The response must contain each line of the material that holds "overflow".

■ Dataset
Segment Open
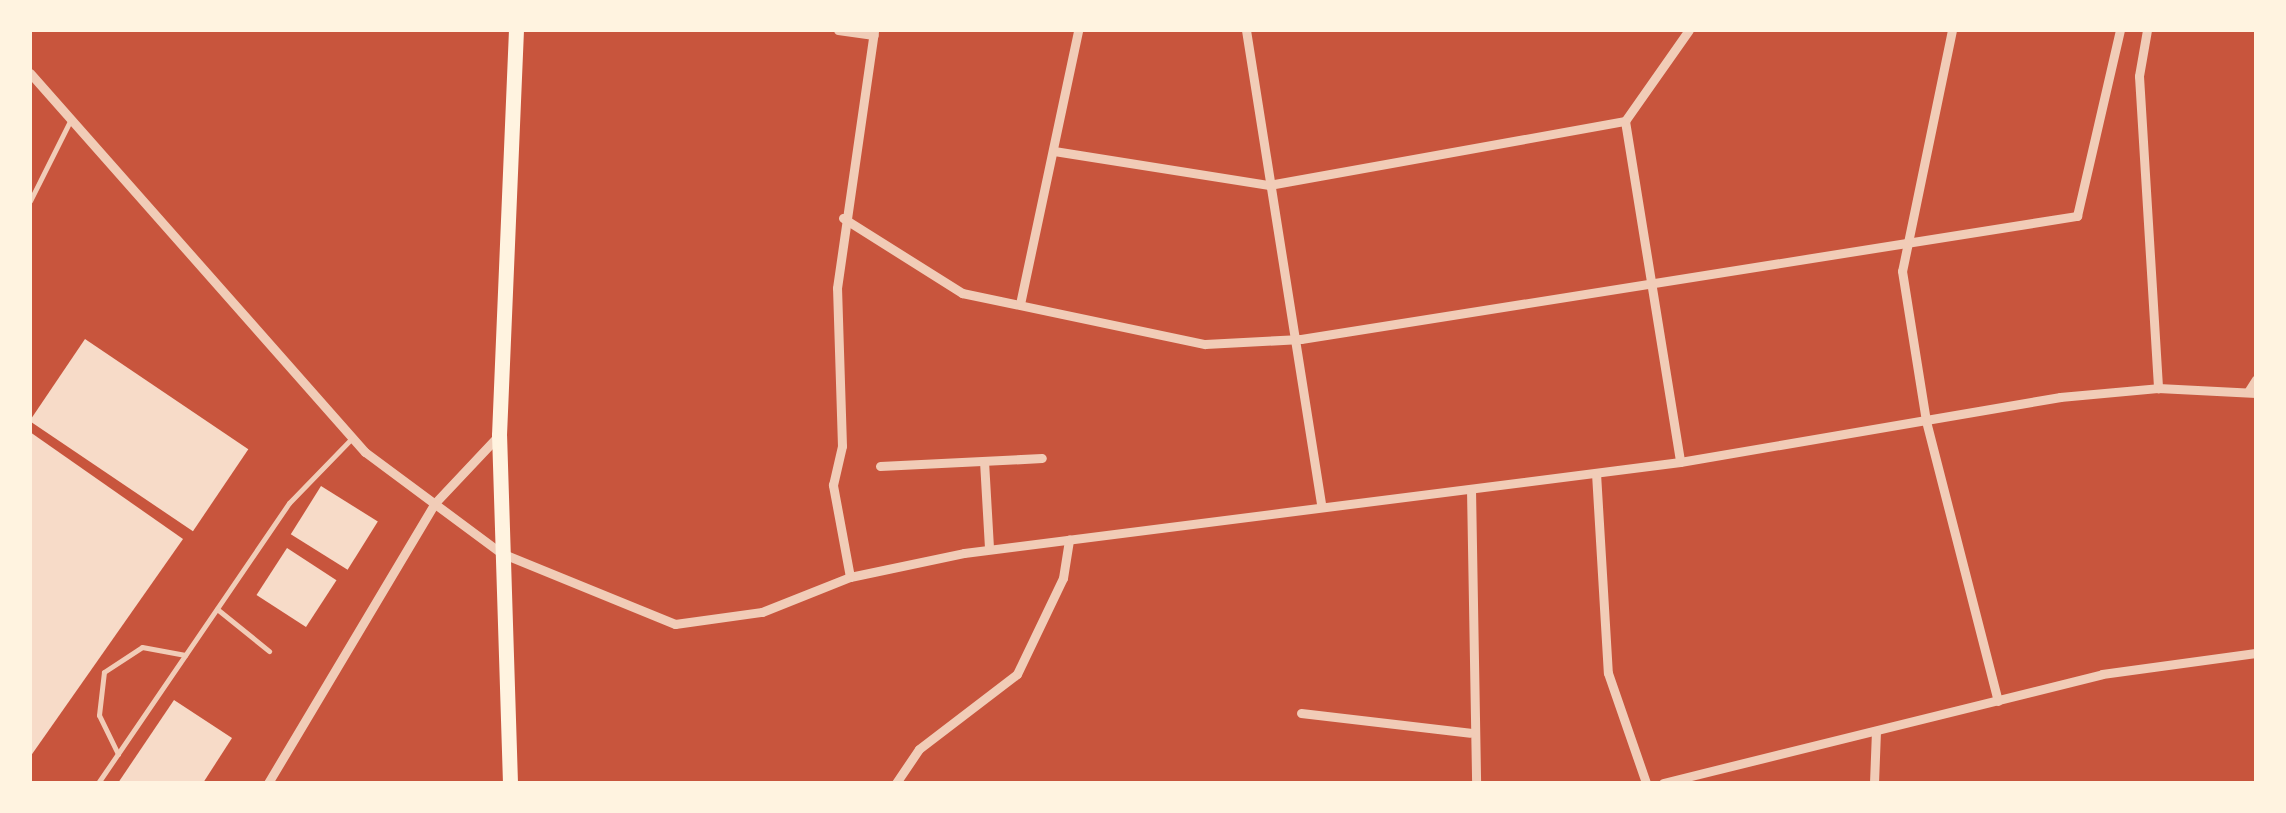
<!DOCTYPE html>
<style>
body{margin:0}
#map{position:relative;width:2286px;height:813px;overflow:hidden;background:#c8553d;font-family:Signika,sans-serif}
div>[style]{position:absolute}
.building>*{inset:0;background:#f7dbc8;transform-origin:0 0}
.service>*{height:5px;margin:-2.5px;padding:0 2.5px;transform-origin:2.5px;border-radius:2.5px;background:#f1ccb7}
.minor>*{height:9px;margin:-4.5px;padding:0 4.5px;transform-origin:4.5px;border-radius:4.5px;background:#f1ccb7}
.trunk>*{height:15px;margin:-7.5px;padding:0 7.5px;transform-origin:7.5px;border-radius:7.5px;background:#fff3e0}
span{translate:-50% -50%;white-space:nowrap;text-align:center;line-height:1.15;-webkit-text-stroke:9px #fff3e0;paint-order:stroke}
.frame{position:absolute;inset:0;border:32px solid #fff3e0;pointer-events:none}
</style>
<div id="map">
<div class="building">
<i style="left:85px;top:339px;width:197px;height:99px;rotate:34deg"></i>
<i style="clip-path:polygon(30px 432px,183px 539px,30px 757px)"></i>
<i style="left:321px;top:486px;width:67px;height:57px;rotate:32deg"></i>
<i style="left:287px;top:548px;width:59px;height:56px;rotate:33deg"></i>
<i style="clip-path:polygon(174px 700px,232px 738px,203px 783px,118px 783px)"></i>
</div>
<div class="service">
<i style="left:30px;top:201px;width:89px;rotate:-63.4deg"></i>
<i style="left:217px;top:609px;width:67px;rotate:38.9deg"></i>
<i style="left:118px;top:754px;width:43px;rotate:-116deg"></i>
<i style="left:99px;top:715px;width:43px;rotate:-83.4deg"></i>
<i style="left:104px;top:672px;width:45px;rotate:-33.3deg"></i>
<i style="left:142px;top:647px;width:44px;rotate:10.5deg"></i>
<i style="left:98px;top:783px;width:339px;rotate:-55.7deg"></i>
<i style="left:289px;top:503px;width:91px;rotate:-45.9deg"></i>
</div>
<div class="minor">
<i style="left:838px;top:30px;width:36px;rotate:8deg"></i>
<i style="left:1246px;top:30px;width:481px;rotate:81deg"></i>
<i style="left:1952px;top:30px;width:246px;rotate:101.7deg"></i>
<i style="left:1902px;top:271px;width:152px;rotate:80.9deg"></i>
<i style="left:1926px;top:421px;width:289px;rotate:75.6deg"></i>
<i style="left:2147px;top:30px;width:47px;rotate:99.9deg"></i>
<i style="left:2139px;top:76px;width:313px;rotate:86.5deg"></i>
<i style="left:30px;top:73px;width:506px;rotate:48.53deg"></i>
<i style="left:365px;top:452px;width:169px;rotate:36.6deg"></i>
<i style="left:501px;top:553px;width:188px;rotate:22.2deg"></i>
<i style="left:675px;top:624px;width:88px;rotate:-7.9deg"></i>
<i style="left:762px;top:612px;width:95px;rotate:-21.7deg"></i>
<i style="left:850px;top:577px;width:116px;rotate:-11.9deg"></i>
<i style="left:964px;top:553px;width:722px;rotate:-7.24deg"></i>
<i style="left:1680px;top:462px;width:386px;rotate:-9.7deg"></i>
<i style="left:2060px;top:397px;width:98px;rotate:-5.2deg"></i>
<i style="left:2158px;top:388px;width:98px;rotate:2.9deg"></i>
<i style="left:1625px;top:121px;width:345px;rotate:80.8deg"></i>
<i style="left:1625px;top:121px;width:111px;rotate:-54.9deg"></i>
<i style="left:1054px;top:151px;width:218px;rotate:9deg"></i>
<i style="left:1269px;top:185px;width:362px;rotate:-10.2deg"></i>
<i style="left:843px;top:218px;width:141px;rotate:32.2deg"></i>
<i style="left:962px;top:293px;width:248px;rotate:11.9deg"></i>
<i style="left:1205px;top:344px;width:96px;rotate:-3deg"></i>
<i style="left:1301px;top:339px;width:786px;rotate:-9.01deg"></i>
<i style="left:2077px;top:216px;width:191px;rotate:-77deg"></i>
<i style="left:1020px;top:304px;width:280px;rotate:-78deg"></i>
<i style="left:2248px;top:392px;width:15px;rotate:-58deg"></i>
<i style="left:984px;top:461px;width:88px;rotate:86.7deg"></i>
<i style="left:880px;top:466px;width:162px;rotate:-2.8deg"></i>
<i style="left:1596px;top:473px;width:200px;rotate:86.6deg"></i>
<i style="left:1608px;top:673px;width:116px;rotate:70.9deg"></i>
<i style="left:1471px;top:489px;width:294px;rotate:89deg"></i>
<i style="left:850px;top:577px;width:94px;rotate:-100.5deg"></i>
<i style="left:833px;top:485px;width:40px;rotate:-77deg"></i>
<i style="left:842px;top:446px;width:158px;rotate:-91.8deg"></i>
<i style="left:837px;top:288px;width:261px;rotate:-81.8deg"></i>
<i style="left:1301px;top:713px;width:170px;rotate:6.7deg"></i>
<i style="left:268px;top:783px;width:325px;rotate:-59.2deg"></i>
<i style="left:434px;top:504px;width:93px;rotate:-46.7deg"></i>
<i style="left:896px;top:783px;width:41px;rotate:-55.9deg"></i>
<i style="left:919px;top:749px;width:123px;rotate:-37.4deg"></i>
<i style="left:1017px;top:674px;width:106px;rotate:-64.4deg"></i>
<i style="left:1063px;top:578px;width:39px;rotate:-81deg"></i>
<i style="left:1663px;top:783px;width:452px;rotate:-13.9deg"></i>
<i style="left:2102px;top:674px;width:155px;rotate:-7.8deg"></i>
<i style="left:1874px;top:783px;width:52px;rotate:-87.8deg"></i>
</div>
<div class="trunk">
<i style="left:510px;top:783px;width:348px;rotate:-91.8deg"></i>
<i style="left:499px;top:435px;width:405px;rotate:-87.6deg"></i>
</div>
<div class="frame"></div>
</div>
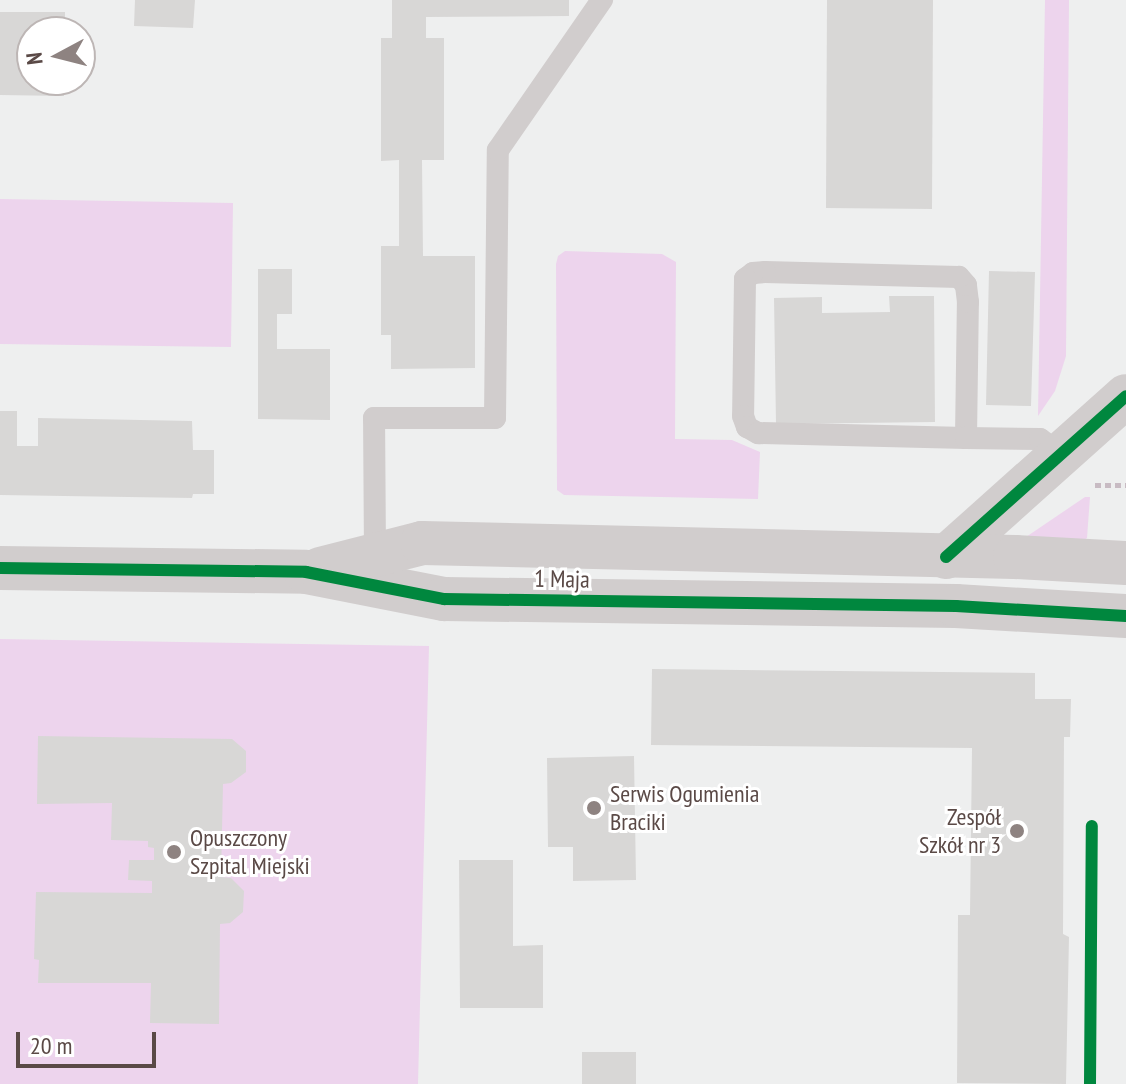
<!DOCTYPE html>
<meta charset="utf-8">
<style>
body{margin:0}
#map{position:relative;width:1126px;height:1084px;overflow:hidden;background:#eeefef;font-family:"PT Sans Narrow",sans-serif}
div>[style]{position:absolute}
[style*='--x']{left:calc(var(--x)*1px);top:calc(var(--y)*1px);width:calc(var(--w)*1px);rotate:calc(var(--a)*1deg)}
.green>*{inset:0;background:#edd4ed}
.building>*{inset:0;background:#d8d7d6}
.path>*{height:5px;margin-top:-2.5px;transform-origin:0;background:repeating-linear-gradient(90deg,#c8bbc3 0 6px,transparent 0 10px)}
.service>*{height:22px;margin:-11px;padding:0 11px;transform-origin:11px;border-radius:11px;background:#d1cdcd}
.tertiary>*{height:44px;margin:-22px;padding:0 22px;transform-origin:22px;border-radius:22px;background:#d1cdcd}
.cycleway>*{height:12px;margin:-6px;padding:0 6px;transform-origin:6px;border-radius:6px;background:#00873e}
.dots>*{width:22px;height:22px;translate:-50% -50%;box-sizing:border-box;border:4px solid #fff;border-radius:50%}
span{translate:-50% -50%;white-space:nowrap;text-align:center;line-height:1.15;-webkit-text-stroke:6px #fff;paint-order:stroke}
.street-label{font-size:24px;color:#5a4946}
.poi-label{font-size:24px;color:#5a4946}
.left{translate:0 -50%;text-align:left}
.right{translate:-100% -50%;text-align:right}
.north{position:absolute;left:16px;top:16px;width:80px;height:80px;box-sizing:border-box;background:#fff;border:2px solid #bdb6b5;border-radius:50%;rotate:263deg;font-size:22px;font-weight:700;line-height:32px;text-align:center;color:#5a4946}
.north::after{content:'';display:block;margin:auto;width:28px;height:36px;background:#8e8381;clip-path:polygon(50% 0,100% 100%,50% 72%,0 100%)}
.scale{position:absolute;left:16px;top:1032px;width:140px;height:36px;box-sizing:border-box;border:4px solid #5a4946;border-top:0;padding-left:10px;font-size:24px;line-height:28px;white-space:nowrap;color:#5a4946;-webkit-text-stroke:6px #fff;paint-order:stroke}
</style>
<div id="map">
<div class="green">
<i style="clip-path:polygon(1045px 0,1069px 0,1066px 356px,1055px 391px,1038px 416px)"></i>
<i style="clip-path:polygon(0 199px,233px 203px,231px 347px,0 344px)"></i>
<i style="clip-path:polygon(565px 251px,662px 254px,676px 262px,675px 439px,732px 440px,760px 452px,758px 499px,564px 495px,557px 490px,556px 264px,558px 256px)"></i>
<i style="clip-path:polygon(1085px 497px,1090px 497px,1087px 538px,1081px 542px,1026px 537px)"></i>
<i style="clip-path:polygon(0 639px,429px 646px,418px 1084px,0 1084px)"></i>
</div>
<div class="building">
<i style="clip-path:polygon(135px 0,195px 0,193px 28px,134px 26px)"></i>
<i style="clip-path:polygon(392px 0,569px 0,569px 16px,426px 17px,426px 38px,444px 38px,444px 160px,422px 160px,423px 256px,475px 256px,475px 368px,391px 369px,391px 335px,381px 335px,381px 246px,399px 246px,399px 160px,381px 161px,381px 38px,392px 38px)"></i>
<i style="clip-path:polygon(827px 0,933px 0,932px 209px,826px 208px)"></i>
<i style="clip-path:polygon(0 12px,65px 12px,65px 32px,32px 32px,32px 80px,64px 80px,64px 96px,0 95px)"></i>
<i style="clip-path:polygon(258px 269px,292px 269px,292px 314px,277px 314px,277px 349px,330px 349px,330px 420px,258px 419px)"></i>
<i style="clip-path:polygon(989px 271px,1035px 272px,1031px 406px,986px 405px)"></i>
<i style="clip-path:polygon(889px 296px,934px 296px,935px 422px,776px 424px,774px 298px,822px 297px,822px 313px,890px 312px)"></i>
<i style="clip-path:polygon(0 411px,17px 411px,17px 446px,38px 446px,38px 418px,192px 421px,193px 450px,214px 450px,214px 494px,193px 494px,192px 498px,0 495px)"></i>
<i style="clip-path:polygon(652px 669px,1035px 673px,1035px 699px,1071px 699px,1070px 737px,1064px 737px,1063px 934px,1069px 937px,1066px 1084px,957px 1083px,958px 915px,970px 915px,972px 748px,651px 745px)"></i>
<i style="clip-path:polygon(38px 736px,232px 739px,246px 751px,246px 772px,231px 783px,223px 784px,221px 877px,231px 878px,244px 891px,243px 912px,230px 923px,220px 924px,219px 1024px,150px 1023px,151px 983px,38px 983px,39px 960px,34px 959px,36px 892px,152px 893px,152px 881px,128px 880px,129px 860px,154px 860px,154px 848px,148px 847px,148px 841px,111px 840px,112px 803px,37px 804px)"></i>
<i style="clip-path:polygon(634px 756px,636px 880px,573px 881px,573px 847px,548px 847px,547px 758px)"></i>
<i style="clip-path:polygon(459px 860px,513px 860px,513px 946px,543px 945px,543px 1008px,460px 1008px)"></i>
<i style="clip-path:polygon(582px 1052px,636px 1052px,636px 1084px,582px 1084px)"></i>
</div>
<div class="path">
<i style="--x:1095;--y:485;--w:31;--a:0"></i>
</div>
<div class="service">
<i style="--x:966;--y:438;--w:136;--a:-89.2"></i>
<i style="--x:968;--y:302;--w:17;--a:-97"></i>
<i style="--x:966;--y:285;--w:11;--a:-131"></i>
<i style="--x:959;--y:277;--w:194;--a:-178.5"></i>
<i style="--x:765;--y:272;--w:12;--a:175"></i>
<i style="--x:753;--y:273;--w:10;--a:143"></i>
<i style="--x:745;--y:279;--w:137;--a:90.8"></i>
<i style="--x:743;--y:416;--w:12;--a:70"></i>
<i style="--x:747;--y:427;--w:13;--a:29"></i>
<i style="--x:758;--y:433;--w:208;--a:1.4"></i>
<i style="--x:966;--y:438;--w:74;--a:0.8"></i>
<i style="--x:1040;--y:439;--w:26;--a:36"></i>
<i style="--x:375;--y:555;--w:137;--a:-90.4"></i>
<i style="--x:374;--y:418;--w:121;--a:0"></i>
<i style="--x:495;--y:418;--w:268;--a:-89.4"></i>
<i style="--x:498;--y:150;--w:183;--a:-55.3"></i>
</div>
<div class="tertiary">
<i style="--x:946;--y:557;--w:241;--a:-41.8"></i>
<i style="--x:0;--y:568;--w:306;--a:0.7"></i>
<i style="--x:306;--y:572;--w:141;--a:11.1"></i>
<i style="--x:444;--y:599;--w:512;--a:0.78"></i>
<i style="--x:956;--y:606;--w:170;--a:3.4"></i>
<i style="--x:320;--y:569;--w:105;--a:-14.3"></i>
<i style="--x:422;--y:543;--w:593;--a:1.35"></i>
<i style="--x:1015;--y:557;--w:111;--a:3.1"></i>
</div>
<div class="cycleway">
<i style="--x:946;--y:557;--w:241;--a:-41.8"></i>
<i style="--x:0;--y:568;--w:306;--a:0.7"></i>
<i style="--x:306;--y:572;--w:141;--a:11.1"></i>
<i style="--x:444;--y:599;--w:512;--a:0.78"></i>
<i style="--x:956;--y:606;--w:170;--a:3.4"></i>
<i style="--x:1090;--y:1084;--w:258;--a:-89.6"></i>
</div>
<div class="dots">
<i style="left:594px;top:808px;background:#8e8381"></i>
<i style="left:1017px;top:831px;background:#8e8381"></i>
<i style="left:174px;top:852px;background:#8e8381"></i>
</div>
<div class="street-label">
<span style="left:562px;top:579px;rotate:1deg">1 Maja</span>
</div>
<div class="poi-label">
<span class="left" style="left:610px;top:808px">Serwis Ogumienia<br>Braciki</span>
<span class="right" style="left:1001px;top:831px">Zespół<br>Szkół nr 3</span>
<span class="left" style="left:190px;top:852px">Opuszczony<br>Szpital Miejski</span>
</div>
<div class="north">N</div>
<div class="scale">20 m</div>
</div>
Segment Closed
■ Result of the exercise
#map{position:relative;width:2286px;height:813px;overflow:hidden;background:#c8553d;font-family:Signika,sans-serif}
#map{position:relative;width:1126px;height:1084px;overflow:hidden;background:#eeefef;font-family:"PT Sans Narrow",sans-serif}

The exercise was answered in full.